Civil Lawyer in Sharon, CaliforniaCivil litigation is the procedure by which civil matters are solved in a courtroom. Civil matters can be described as scenarios dealing with relationships between people, perhaps a marriage, or a contract dispute between corporations. Rather than a case being a person versus the government, such as a criminal matter, civil cases are any person or business filing suit against another individual or business.

 

Types of Civil Litigation

  • Civil Rights
  • Product Liability
  • Civil Remedies
  • Business Torts
  • Civil Procedure
  • Professional Malpractice

Responses to Frequently-Asked Important questions (FAQs): Federal & State Civil Litigation
Q: When is it time for you to consult an attorney about potential civil litigation?
Any time you are nervous that a company dispute will swiftly lead to formal legal action, it is vital that you talk about your options with federal litigation counsel. While legal action is certainly one way to deal with a dispute, there might be other less-costly available options as well.

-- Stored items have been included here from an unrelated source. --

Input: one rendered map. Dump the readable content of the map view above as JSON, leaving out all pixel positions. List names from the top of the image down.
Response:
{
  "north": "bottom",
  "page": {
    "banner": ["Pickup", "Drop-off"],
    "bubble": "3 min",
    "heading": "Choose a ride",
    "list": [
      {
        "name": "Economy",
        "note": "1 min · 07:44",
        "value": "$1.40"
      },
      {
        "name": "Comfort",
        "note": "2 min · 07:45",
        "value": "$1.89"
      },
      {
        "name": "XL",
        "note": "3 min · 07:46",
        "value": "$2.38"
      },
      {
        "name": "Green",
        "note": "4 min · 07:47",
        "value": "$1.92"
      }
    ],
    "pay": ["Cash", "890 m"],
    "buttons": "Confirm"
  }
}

The quicker you get litigation counsel involved, the higher the probability you will need to find an informal solution that protects your company without the time and money of litigation. While an experienced litigator will assert your company’s rights in the courtroom, he or she should also be able to help you explore alternatives that actually do not involve setting course for trial.

Q: My business in Sharon has just been sued. What I need to know about the civil litigation process?
If your small business has just been sued, the very first thing you need to accomplish is ensure you possess a clear understanding in the deadlines that apply within your case. You will need to respond for the plaintiff’s complaint within the timeframe specified beneath the applicable court rules (state or federal); and, in case you are going to challenge specific issues using the complaint, you could possibly have to have to meet a distinct deadline with regard to these challenges too.

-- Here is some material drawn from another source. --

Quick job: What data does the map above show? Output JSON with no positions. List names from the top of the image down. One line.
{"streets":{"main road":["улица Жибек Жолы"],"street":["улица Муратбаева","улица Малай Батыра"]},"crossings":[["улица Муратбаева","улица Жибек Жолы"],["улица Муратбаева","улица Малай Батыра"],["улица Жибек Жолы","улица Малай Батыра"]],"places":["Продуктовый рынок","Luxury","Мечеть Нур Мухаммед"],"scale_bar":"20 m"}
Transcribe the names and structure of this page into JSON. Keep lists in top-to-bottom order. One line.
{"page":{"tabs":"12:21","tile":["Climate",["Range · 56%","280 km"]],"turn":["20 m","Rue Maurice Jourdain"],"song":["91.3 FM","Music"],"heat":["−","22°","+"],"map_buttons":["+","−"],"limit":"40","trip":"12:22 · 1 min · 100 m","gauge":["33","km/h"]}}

At this point, your company also needs to initiate a “litigation hold.” This is a systematic method of preserving hardcopy and electronic records that may well potentially be discoverable inside the litigation. Relevant personnel have to be advised accordingly, and it might also be necessary to suspend existing records-management protocols – which includes these that involve the deletion or overwriting of electronic files within the ordinary course of enterprise.

Along with pre-trial motions, hearings, and settlement negotiations, complicated business disputes also typically involve voluminous electronic discovery. Each parties (or all parties in multi-party litigation) are entitled to request production of documents that happen to be relevant towards the litigation, and meeting your production obligation may be probably the most onerous aspects of the litigation approach. Nevertheless, you will discover many grounds for difficult discovery requests in civil litigation, as well as your attorneys is going to be capable to advise you of each (i) strategies for limiting your company’s discovery obligations, and (ii) approaches you could use the discovery course of action to get leverage inside the litigation.

Q: We took action against a former worker who breached confidentiality, and now we’re facing a lawsuit and a public relations nightmare. What selections do we’ve got available?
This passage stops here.